Buradasınız
Çoğaldıkça Umudumuz Büyüyor
İstanbul/Tuzla’dan işçi öğrenci gençler

İşçi, öğrenci gençler olarak UİD-DER’de bir araya gelip sohbet ettik, şarkılar türküler söyleyip, şiirler okuduk. Halayla, horonla bitirdiğimiz günü, birlikte yemeklerimizi hazırlayarak başlattık. Keyifle yaptığımız kısır, sohbetimizin de espri konusuydu. Kısır bahane dertleşmek, sohbet etmek şahane diye takıldık birbirimize... Hem dertleştik, hem güldük, eğlendik. Bizleri karanlığa mahkûm etmek isteyen egemenlere inat kendimizi iyi hissettiğimiz, nefes aldığımız bir gün geçirdik. Gençlerin sorunlarını ve sorunlara karşı gerçekleştirdikleri eylemleri gösteren bir video izledik. Ekonomik sorunlar, işsizlik, gelecek kaygısı, kiraların artması, yurt sorunu, eğitim sorunu gibi yaşadığımız pek çok sorunu konuştuk. Videoda konuşan 17 yaşlarında bir gencin “buradan eve giderken araba çarpsa da ölsem” sözü çok çarpıcıydı. Bu nasıl bir acı durumdur, nasıl bir çıkışsızlıktır… Bize reva görülen bu kahredici, boğucu atmosferi nasıl kıracağımızı, sorunlarımızı nasıl çözeceğimizi de konuştuk. Derneğimizin sitesine mektup yazan arkadaşlar “Genç Arkadaş! Merak Ediyoruz, Sen Nasılsın?” diye sormuşlardı. Bir araya gelmek bizlere çok iyi geldi. Çünkü sıkıntılarımız ortak. Bunları paylaştıkça tek olmadığımızın farkına daha çok varıyoruz. Duygularımızı, düşüncelerimizi paylaşarak yalnızlık duygusuna kapılmıyoruz. UİD-DER’in web sitesinde ve İşçi Dayanışması gazetesinde tüm dünyada sorunların olduğunu ama bunlara karşı her sektörden işçilerin, gençlerin isyan ettiğini, grev yaptıklarını okuyor, görüyoruz. Bu haberler bizleri hem heyecanlandırıyor hem de sorunlara karşı ne yapmamız gerektiği konusunda fikir veriyor. Umudumuzu büyütüyor.
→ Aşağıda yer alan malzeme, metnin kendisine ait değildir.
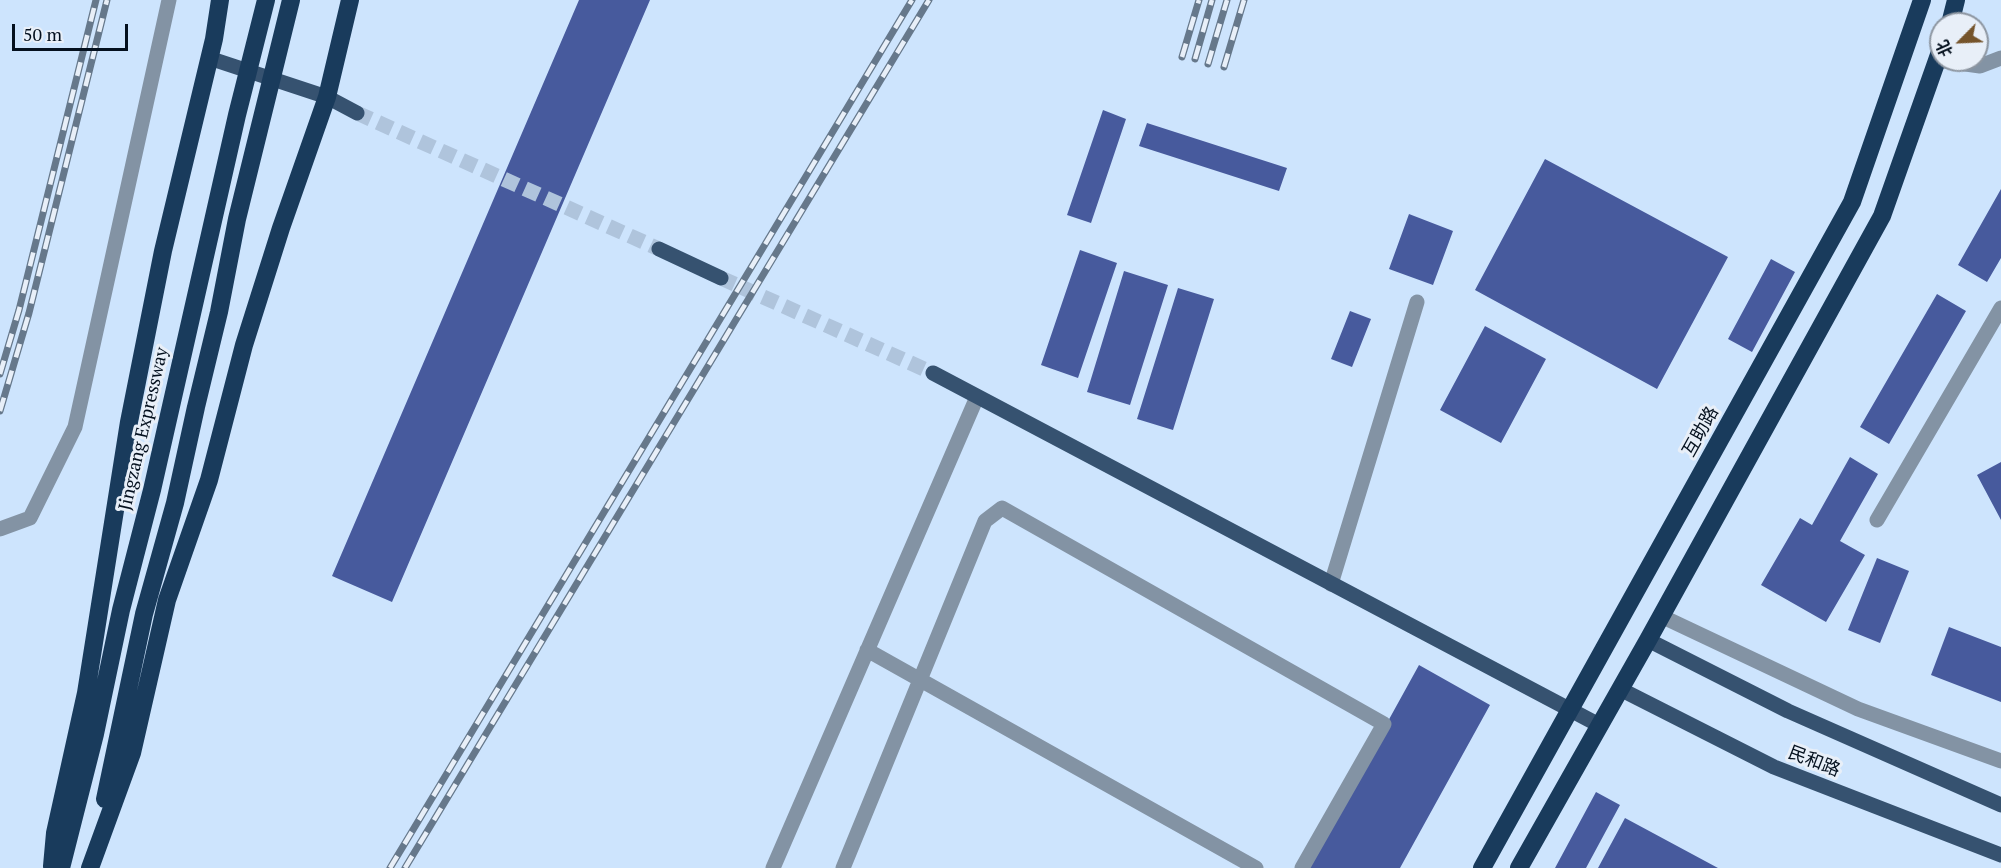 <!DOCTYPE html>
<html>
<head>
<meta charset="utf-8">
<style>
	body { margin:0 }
	#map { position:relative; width:2001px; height:868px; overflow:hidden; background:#cde4fd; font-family:"PT Serif","Noto Sans SC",serif }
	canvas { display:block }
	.north { position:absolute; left:1929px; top:12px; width:60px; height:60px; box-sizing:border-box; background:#e8eff8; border:2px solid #8d96a1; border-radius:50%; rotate:246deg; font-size:16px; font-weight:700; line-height:24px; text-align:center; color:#04101e }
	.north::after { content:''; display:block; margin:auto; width:21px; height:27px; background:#75542b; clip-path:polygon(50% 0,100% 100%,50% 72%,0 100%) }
	.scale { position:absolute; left:12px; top:24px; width:116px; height:27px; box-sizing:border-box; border:3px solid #04101e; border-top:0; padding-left:8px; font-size:18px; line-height:21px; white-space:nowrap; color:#04101e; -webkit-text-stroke:4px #e8eff8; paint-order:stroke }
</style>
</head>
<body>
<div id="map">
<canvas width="2001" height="868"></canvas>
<div class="north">北</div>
<div class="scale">50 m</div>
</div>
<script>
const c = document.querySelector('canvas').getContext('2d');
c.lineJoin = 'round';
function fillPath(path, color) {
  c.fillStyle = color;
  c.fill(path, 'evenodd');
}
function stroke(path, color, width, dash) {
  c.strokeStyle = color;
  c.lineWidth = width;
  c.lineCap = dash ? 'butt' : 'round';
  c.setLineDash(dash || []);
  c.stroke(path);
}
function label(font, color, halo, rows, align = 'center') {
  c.font = font + ' "PT Serif","Noto Sans SC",serif';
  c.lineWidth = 6;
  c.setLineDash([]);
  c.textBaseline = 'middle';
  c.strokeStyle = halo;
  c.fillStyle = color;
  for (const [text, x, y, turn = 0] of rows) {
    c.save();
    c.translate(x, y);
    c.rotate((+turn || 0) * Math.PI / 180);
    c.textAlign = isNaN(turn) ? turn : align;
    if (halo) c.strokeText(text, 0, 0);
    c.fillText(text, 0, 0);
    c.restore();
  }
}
const building = new Path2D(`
	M579,0h71l-258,602 -60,-26z
	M1103,110l23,9 -35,104 -24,-8z
	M1147,123l140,45 -8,23 -140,-45z
	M1545,159l183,98 -71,132 -182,-99z
	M2001,189v69l-14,24 -29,-17z
	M1409,214l44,17 -20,54 -44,-16z
	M1080,250l37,13 -39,115 -37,-13z
	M1771,259l24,13 -43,80 -24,-13z
	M1124,271l44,14 -38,120 -43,-13z
	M1178,288l36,11 -41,131 -36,-11z
	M1937,294l29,17 -77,133 -29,-17z
	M1350,311l21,8 -19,48 -21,-8z
	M1485,326l61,33 -45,84 -61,-33z
	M1850,457l28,17 -38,67 25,14 -39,67 -65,-37 39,-67 12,7z
	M2001,462v58l-24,-45z
	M1877,558l32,13 -29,72 -32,-13z
	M1949,627l52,20v55l-70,-27z
	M1419,665l71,40 -90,163h-93z
	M1596,792l24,13 -34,63h-31z
	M1625,818l93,50h-120z`);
const majorTunnel = new Path2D(`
	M357,113l302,136
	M721,278l212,95`);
const minor = new Path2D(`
	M1937,60l43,6 21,-8
	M1877,520l124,-212
	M0,529l30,-11 45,-91 94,-427
	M1331,584l86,-282
	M1661,616l197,93 143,52
	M867,650l389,218
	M773,868l204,-471
	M843,868l142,-347 17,-13 382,216 -82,144`);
const major = new Path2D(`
	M209,58l118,39 30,16
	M659,249l62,29
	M933,373l666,352
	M1648,640l140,71 213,94
	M1620,689l154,78 227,88`);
const highway = new Path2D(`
	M1950,24l6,-24
	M105,799l39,-185 31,-111 21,-96 23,-95 18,-93 54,-219
	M52,866l3,-33 31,-140 43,-271 34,-171 51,-212 6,-39
	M61,868l34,-134 26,-124 31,-120 85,-375 29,-115
	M90,868l42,-115 35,-153 42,-120 35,-135 37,-117 46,-131 23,-97
	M1482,868l370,-666 70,-202
	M1519,868l129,-228 234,-424 59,-167`);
const rail = new Path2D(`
	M1182,57l17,-57
	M1195,59l17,-59
	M1208,64l19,-64
	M1224,67l20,-67
	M0,374l19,-64 77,-310
	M0,411l29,-98 78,-313
	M390,868l522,-868
	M405,868l524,-868`);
const streetNames = [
	["Jingzang Expressway",144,429,-77],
	["互助路",1701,432,-61],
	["民和路",1814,762,21]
];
fillPath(building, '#475a9d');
stroke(majorTunnel, '#afc4dc', 15, [15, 8]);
stroke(minor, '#8393a4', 15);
stroke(major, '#365270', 15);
stroke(highway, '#193b5c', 18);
stroke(rail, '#66788b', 7);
stroke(rail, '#e8eff8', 4.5, [14]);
label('18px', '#04101e', '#e8eff8', streetNames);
</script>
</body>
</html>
İşçi Dayanışması’nın gençlik sayfasında dendiği gibi bizleri karanlığa boğan bu düzene karşı bir araya gelip ne kadar çoğalırsak, sesimizi çıkartırsak karanlık o kadar azalır. Sadece biz gençler için değil tüm insanlık için karanlığı dağıtıp aydınlatabiliriz. UİD-DER çatısı altında bir araya geldikçe inancımız da, kararlılığımız da büyüyor. Birlik olup çoğaldıkça kendimizi daha güçlü hissediyor ve çarkı bozuk bu düzeni değiştireceğimize dair umudumuzu büyütüyoruz.
Arkadaşlarımıza günün sonunda neler hissettiklerini, nasıl olduklarını sorduk? Neler hissettiklerini birlikte okuyalım…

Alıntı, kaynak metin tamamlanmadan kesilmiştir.